16 Diciembre 2004

Comisión: El epílogo

Archivado en: General — Enrique Meneses @ 14:01

La aparición de Pilar Manjón, en nombre de todas las víctimas del 11-M, cambió el decorado del Parlamento. Se hizo el silencio, aparecieron las lágrimas furtivas, y una figura de tragedia griega mandó sobre el escenario. Su dedo acusador fue, por un momento, el de la Justicia, la Sensatez y la Concordia. Medio país retuvo el aliento mientras esta mujer, embellecida por el dolor, nos pedía que respetásemos a quienes se acostaban y levantaban cada día con un tremendo vacío en sus vidas. De patio de colegio, calificó las reyertas que durante meses han llenado la Comisión del 11-M de improperios y de descalificaciones partidistas.

Lo que Pilar dijo, ante los portavoces de los diversos partidos políticos representados en la Comisión, es que los 90 minutos de juego se han acabado y que no hay ni prórroga ni desempate de penaltis. La Comisión tenía una finalidad bien clara: determinar las responsabilidades políticas que permitieron que la catástrofe se produjese. El propio José María Aznar, en sus Memorias, reconoce que se había bajado la guardia con el terrorismo islamista. No así con el de la ETA donde, todo el mundo lo reconoce, el gobierno del PP ha realizado, durante 9 años, una labor encomiable y cuyos frutos siguen produciéndose semana tras semana. No puede decirse lo mismo de la lucha contra un terrorismo islamita que, tras situarse nuestro gobierno en primera fila en las Azores, nos colocaba en el punto de mira de Al Qaeda y los grupos afines. Más que guerra preventiva, había que prevenir consecuencias por nuestra participación en la Coalición liderada por los EE.UU. El refuerzo que se está haciendo ahora en hombres y medios, para luchar contra el islamismo radical, debió de tomarse al regreso de Aznar de las Azores. Pensar que hemos tenidos en nuestras cárceles, extremistas que han participado en la organización del 11-M y que hemos sido incapaces de descubrir sus planes con antelación, es algo que debe irritar, con toda razón, a los familiares de las víctimas.

La justicia, por medio del Juez del Olmo buscará los autores intelectuales, estén en desiertos, en montañas o en Lavapiés. No hay señor X que buscar dentro del ámbito político o de nuestro terrorismo etarra. Si lo hubiere, el juez se encargará de ponerlo a disposición de la Justicia. Por medio de la Comisión, y con el pertinente informe que ha de consensuar y redactar, hay que enumerar todas las medidas que deben tomarse para evitar que un atentado de esta envergadura, vuelva a repetirse. ¿Cuantos hombres se necesitan, qué medios tecnológicos, cuantos intérpretes son precisos, qué coordinación de cuerpos de seguridad se requiere, qué servicios de inteligencia extranjeros pueden colaborar con nosotros, que costo tiene todo este conjunto de medidas? Es evidente que, sin rechazar ninguna colaboración estadounidense, Francia, Italia, Alemania, Reino Unido, Marruecos, Argelia e Israel, entre otros, son imprescindibles para prevenir nuevos atentados. Quienes todavía hablan de Francia reprochándola su falta de ayuda en el caso de Perejil, deberían repasar la Historia y ver cómo el gobierno francés nos sacó de apuros con el desembarco de Alhucemas o con su intervención en Ifni. Si no se reconoce la colaboración actual de Francia contra ETA, desde los tiempos de Bidart, es que se está ciego.
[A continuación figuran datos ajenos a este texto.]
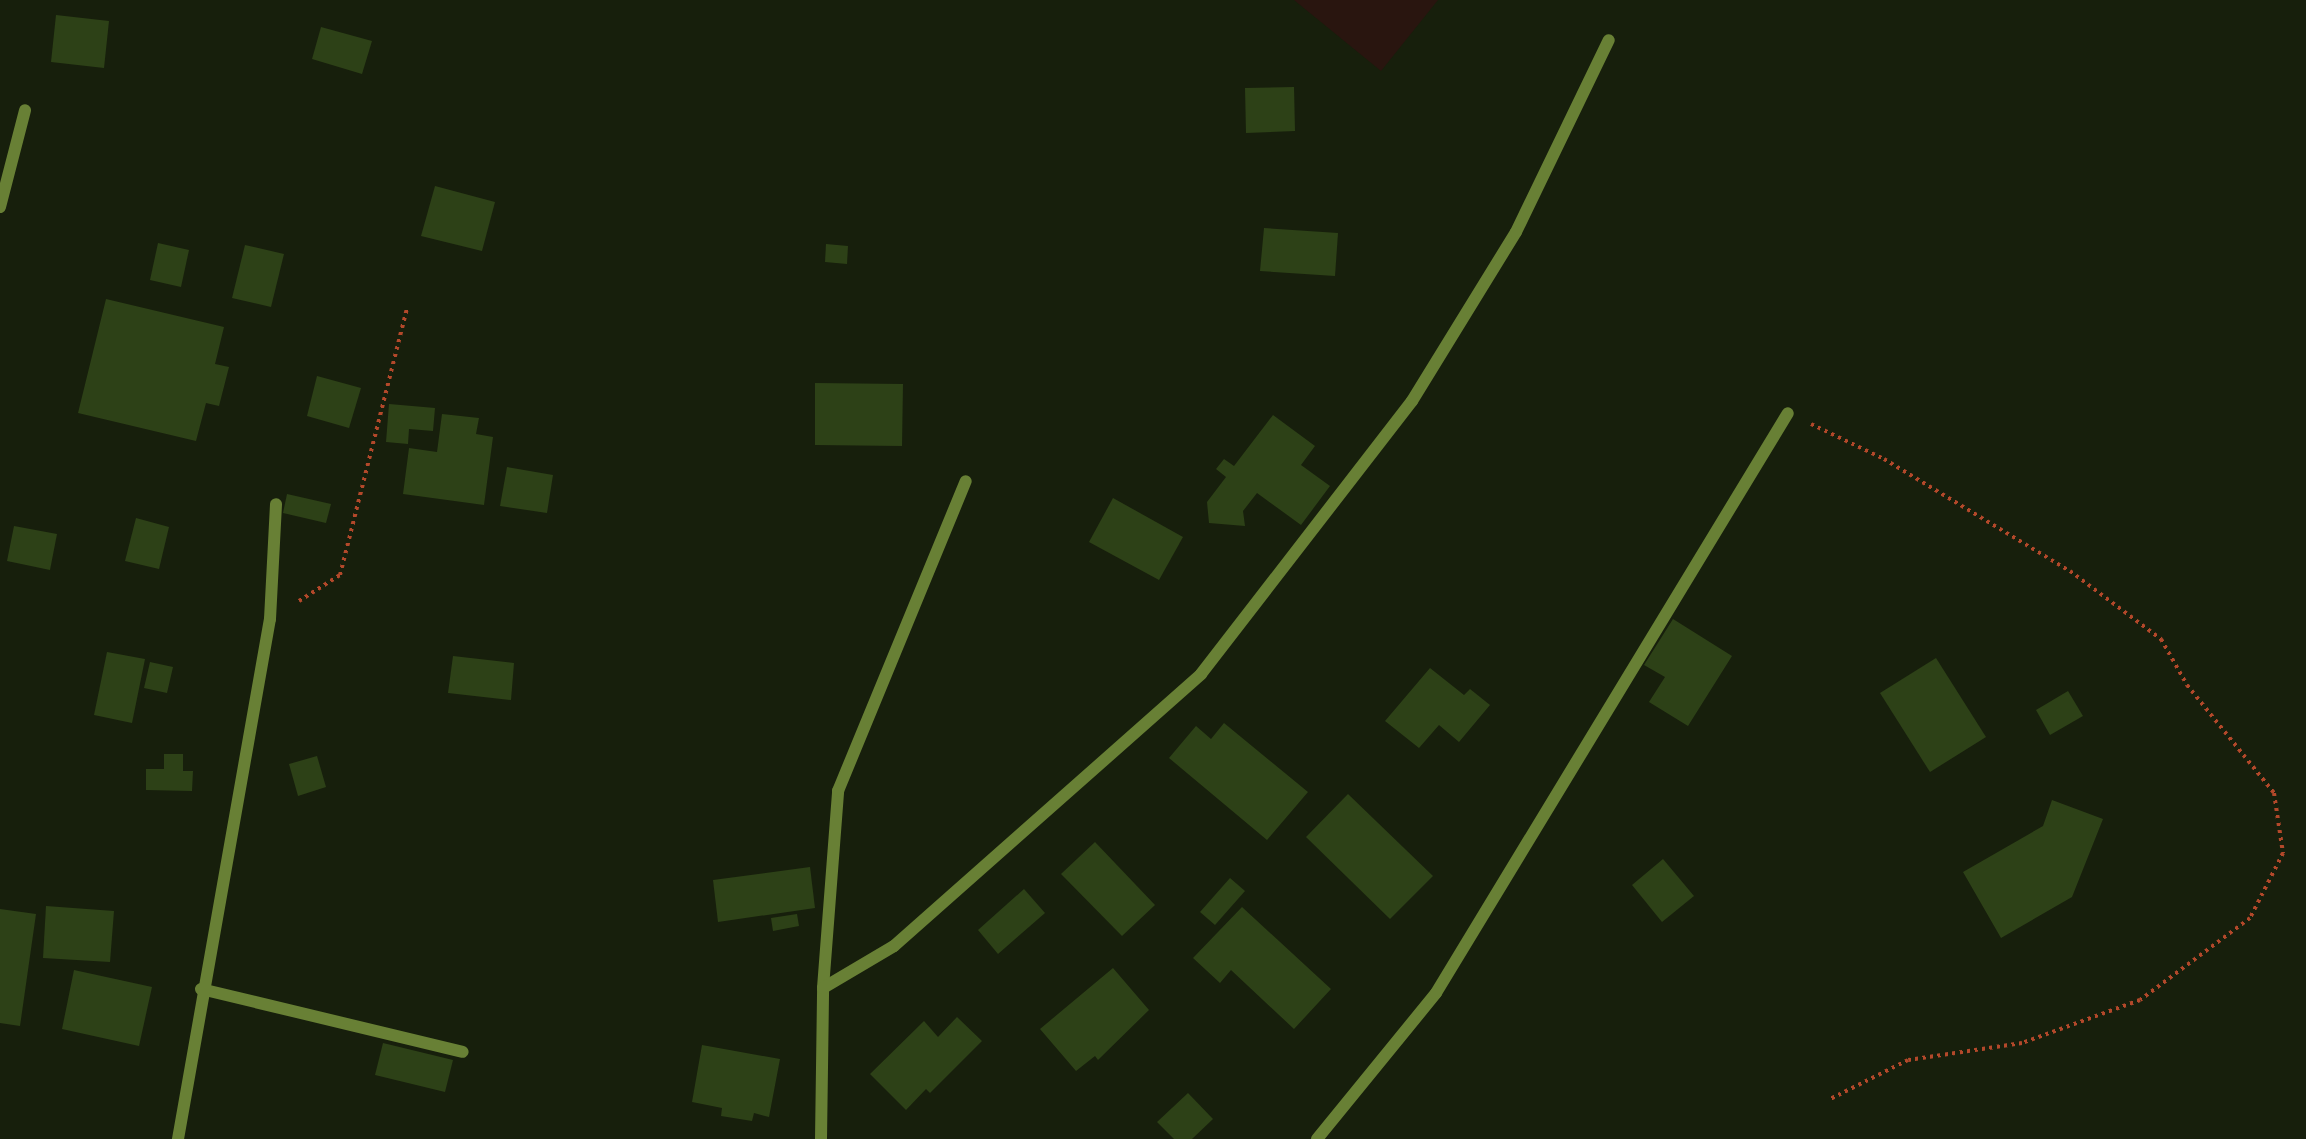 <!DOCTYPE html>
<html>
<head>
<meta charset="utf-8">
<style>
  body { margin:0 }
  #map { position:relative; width:2306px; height:1139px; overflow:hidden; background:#171f0c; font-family:Jost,sans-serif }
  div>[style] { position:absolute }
  .green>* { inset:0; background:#29150f }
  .building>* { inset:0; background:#2d4117 }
  .path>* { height:4px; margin-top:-2px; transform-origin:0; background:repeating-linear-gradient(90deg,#b3482a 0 3px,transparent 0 7.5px) }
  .minor>* { height:12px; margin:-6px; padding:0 6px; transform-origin:6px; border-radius:6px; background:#688035 }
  span { translate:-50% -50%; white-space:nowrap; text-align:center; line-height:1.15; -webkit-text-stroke:4.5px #171f0c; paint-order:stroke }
</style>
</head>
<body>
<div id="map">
  <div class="green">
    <div style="clip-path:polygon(1294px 0,1438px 0,1381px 71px)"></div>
  </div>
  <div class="building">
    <div style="clip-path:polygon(56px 15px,109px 21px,104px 68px,51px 62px)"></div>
    <div style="clip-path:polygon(321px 27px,372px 41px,362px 74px,312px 59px)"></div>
    <div style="clip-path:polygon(1294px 87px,1295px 131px,1246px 133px,1245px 88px)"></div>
    <div style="clip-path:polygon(435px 186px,495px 202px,482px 251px,421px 236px)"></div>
    <div style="clip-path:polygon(1264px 228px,1338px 233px,1335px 276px,1260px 271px)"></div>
    <div style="clip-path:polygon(158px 243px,189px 250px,181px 287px,150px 280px)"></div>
    <div style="clip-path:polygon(826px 244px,848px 246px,847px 264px,825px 262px)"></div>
    <div style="clip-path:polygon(245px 245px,284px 254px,271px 307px,232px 298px)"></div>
    <div style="clip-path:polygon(106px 299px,224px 327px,215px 364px,229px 367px,219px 406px,206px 403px,196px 441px,78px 413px)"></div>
    <div style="clip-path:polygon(317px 376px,361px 388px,349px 428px,307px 416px)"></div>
    <div style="clip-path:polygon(815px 383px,903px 384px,902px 446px,815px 445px)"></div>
    <div style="clip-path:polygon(389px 404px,435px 408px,433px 431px,409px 429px,408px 444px,386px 442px)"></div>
    <div style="clip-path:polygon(442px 414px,479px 418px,476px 434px,493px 437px,484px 505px,403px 494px,409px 448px,437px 452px)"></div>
    <div style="clip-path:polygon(1273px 415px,1315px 446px,1301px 465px,1330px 486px,1301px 525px,1257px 493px,1243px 511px,1245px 526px,1209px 523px,1207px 502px,1226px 477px,1216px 469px,1224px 459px,1234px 466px)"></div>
    <div style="clip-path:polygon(507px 467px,553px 475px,547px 513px,500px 506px)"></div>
    <div style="clip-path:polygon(287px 494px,331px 504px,326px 523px,283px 513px)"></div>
    <div style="clip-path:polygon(1113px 498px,1183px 537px,1159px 580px,1089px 542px)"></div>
    <div style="clip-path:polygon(136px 518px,169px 527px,159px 569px,125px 561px)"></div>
    <div style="clip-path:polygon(14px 526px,57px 534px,50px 570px,7px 561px)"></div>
    <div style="clip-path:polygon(1673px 619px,1732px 656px,1688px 726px,1649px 702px,1665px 677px,1644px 665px)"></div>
    <div style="clip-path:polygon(107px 652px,145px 659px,132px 723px,94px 715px)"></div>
    <div style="clip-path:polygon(453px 656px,514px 663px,511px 700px,448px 693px)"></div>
    <div style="clip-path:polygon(1936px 658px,1986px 737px,1930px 772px,1880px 693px)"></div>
    <div style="clip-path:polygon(150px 662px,173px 667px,167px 693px,144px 688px)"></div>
    <div style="clip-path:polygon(1430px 668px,1464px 695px,1470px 689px,1490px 705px,1459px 742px,1439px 725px,1419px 748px,1385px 721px)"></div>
    <div style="clip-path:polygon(2068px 691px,2083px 716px,2050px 735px,2036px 710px)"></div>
    <div style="clip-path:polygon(1224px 723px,1308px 792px,1267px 840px,1169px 758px,1196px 726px,1211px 739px)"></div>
    <div style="clip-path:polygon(164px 754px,183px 754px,183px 771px,193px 771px,192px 791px,146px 790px,146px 769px,164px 769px)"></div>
    <div style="clip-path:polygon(317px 756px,326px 787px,298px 796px,289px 764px)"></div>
    <div style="clip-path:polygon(1348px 794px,1433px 876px,1390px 919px,1306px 837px)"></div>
    <div style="clip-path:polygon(2052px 800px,2103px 819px,2072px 897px,2001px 938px,1963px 872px,2043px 826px)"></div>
    <div style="clip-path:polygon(1095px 842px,1155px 905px,1122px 936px,1061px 874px)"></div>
    <div style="clip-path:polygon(1663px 859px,1694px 896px,1662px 922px,1632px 885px)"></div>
    <div style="clip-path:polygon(810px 867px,815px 908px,718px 922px,713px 880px)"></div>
    <div style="clip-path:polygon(1230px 878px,1245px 891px,1215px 925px,1200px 912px)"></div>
    <div style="clip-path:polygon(1024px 889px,1045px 913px,998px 954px,978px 930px)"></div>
    <div style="clip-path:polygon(46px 906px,114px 911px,110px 962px,43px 958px)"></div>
    <div style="clip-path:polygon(1242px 907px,1331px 989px,1294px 1029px,1231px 970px,1220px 983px,1193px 958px)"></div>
    <div style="clip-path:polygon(0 909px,36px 914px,20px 1026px,0 1023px)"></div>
    <div style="clip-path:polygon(797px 914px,799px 926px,773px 931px,771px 918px)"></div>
    <div style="clip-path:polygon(1113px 968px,1149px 1010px,1098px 1060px,1095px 1056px,1076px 1071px,1040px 1029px)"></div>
    <div style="clip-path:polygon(74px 970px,152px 987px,139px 1046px,62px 1029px)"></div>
    <div style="clip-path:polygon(957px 1017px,982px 1041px,930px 1093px,926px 1089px,906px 1110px,870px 1074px,924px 1021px,938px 1037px)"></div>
    <div style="clip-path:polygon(383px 1043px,453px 1060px,445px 1092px,375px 1075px)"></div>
    <div style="clip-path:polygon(702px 1045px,780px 1059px,769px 1117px,754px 1113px,752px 1121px,721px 1116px,722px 1108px,692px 1102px)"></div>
    <div style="clip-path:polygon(1188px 1093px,1213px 1119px,1192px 1139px,1174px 1139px,1157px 1122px)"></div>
  </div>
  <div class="path">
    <div style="left:1811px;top:424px;width:81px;rotate:25.6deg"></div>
    <div style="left:1884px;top:459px;width:217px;rotate:31.1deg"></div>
    <div style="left:2070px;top:571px;width:114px;rotate:36.8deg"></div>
    <div style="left:2161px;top:639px;width:53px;rotate:60.5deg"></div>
    <div style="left:2187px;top:685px;width:139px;rotate:51.1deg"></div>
    <div style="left:2274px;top:793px;width:61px;rotate:81.5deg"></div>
    <div style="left:2283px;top:853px;width:73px;rotate:116.9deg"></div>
    <div style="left:2250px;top:918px;width:137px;rotate:143.3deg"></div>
    <div style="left:2140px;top:1000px;width:126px;rotate:160deg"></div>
    <div style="left:2022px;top:1043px;width:115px;rotate:171.5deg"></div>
    <div style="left:1908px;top:1060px;width:89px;rotate:153.4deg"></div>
    <div style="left:299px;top:601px;width:49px;rotate:-32.4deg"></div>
    <div style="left:340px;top:575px;width:275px;rotate:-75.9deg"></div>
  </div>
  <div class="minor">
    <div style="left:0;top:207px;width:100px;rotate:-75.5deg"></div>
    <div style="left:823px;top:988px;width:198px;rotate:-85.6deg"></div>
    <div style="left:838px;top:791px;width:335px;rotate:-67.6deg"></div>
    <div style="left:201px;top:989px;width:269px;rotate:13.5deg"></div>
    <div style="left:178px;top:1139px;width:528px;rotate:-79.97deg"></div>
    <div style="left:270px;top:619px;width:115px;rotate:-87deg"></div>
    <div style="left:821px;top:1139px;width:151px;rotate:-89.2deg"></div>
    <div style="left:823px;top:988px;width:82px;rotate:-30.6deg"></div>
    <div style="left:894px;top:946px;width:410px;rotate:-41.5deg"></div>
    <div style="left:1201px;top:674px;width:345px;rotate:-52.3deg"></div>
    <div style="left:1412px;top:401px;width:198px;rotate:-58.4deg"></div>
    <div style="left:1516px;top:232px;width:213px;rotate:-64.2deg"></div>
    <div style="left:1317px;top:1139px;width:188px;rotate:-50.8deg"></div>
    <div style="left:1436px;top:993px;width:678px;rotate:-58.75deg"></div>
  </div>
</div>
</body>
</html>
El Informe de la Comisión Parlamentaria sobre el 11-M, debe de reunir el listado exhaustivo de necesidades que permitirán evitar que se repita un atentado como el de Atocha y la cuantificación de los medios necesarios para llevar a cabo esta lucha. Las medidas de ayuda, pronta y eficaz a los damnificados son, desde luego, prioritarias, pero también las preventivas. Si Pilar Manjón puede ofrecer, a su hijo de 21 años, un epílogo decente para esta Comisión, la vida truncada de este muchacho, habrá servido para que recordemos todos, el primer aplauso que salió de todas las manos, de todos los portavoces, de todos los partidos de la Comisión. Y ella, con los demás damnificados, se sentirá más arropada, menos vacía, cada noche y cada mañana, por la totalidad de sus compatriotas, los que no pudimos contener nuestras lágrimas al escuchar el más desgarrador discurso que haya escuchado jamás nuestro Parlamento. Y por añadidura, sin haber recibido aún el cuerpo de su hijo, el 14 de Marzo, creyente en la democracia, fue a votar.